INSTRUCTIONS FOR THE TASK: Your answer should be the lines of the data below that contain "Pardinho".

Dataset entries
*** Begin section ***
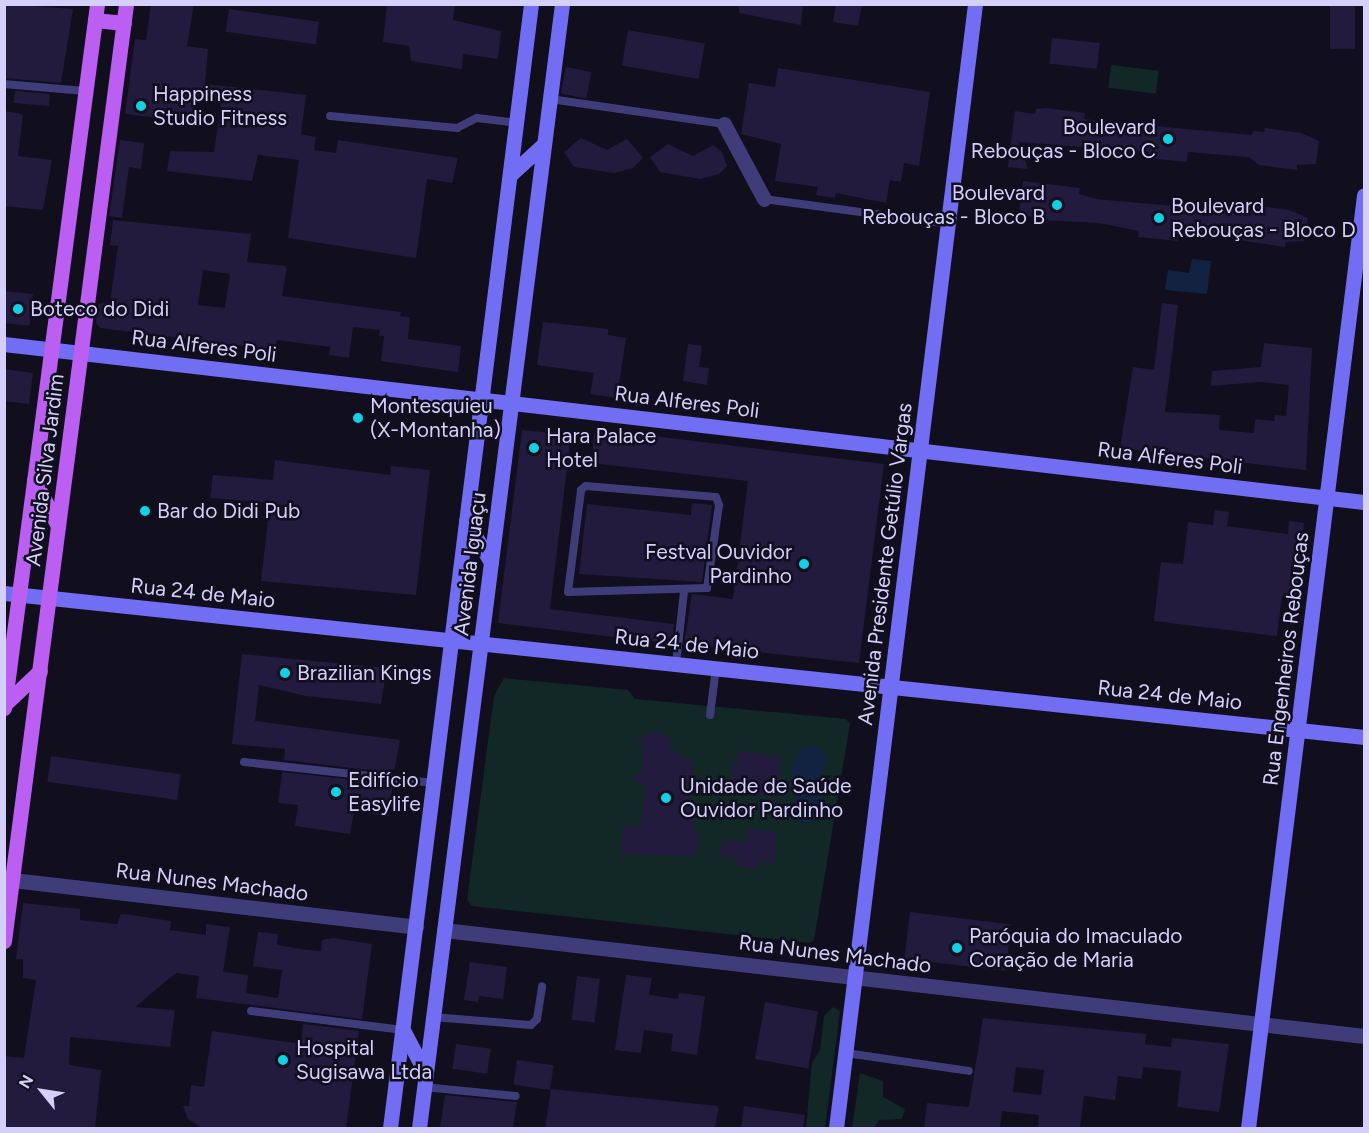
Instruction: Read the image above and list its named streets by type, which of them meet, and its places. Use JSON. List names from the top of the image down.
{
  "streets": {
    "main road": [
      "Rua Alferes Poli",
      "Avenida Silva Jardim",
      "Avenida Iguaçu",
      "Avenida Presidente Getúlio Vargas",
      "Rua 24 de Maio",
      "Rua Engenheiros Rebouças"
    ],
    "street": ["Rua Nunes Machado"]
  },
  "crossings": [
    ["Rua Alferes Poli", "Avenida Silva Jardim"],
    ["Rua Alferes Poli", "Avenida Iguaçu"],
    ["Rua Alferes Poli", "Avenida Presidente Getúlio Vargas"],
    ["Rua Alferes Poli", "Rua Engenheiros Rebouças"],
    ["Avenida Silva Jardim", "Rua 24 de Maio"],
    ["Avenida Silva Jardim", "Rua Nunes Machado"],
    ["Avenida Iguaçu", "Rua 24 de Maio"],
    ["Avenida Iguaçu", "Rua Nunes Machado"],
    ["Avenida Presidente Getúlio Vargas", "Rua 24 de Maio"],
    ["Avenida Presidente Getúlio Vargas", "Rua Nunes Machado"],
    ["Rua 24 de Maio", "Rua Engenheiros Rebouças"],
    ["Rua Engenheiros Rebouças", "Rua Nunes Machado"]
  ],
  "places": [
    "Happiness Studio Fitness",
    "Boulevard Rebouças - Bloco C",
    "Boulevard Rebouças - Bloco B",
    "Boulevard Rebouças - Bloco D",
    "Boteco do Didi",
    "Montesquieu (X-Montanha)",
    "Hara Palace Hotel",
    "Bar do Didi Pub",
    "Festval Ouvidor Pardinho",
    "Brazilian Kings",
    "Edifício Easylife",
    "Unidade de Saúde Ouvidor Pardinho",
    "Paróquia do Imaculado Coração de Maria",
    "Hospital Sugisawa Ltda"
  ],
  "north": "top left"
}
*** End section ***
EXERCISE SOLUTION:
    "Festval Ouvidor Pardinho",
    "Unidade de Saúde Ouvidor Pardinho",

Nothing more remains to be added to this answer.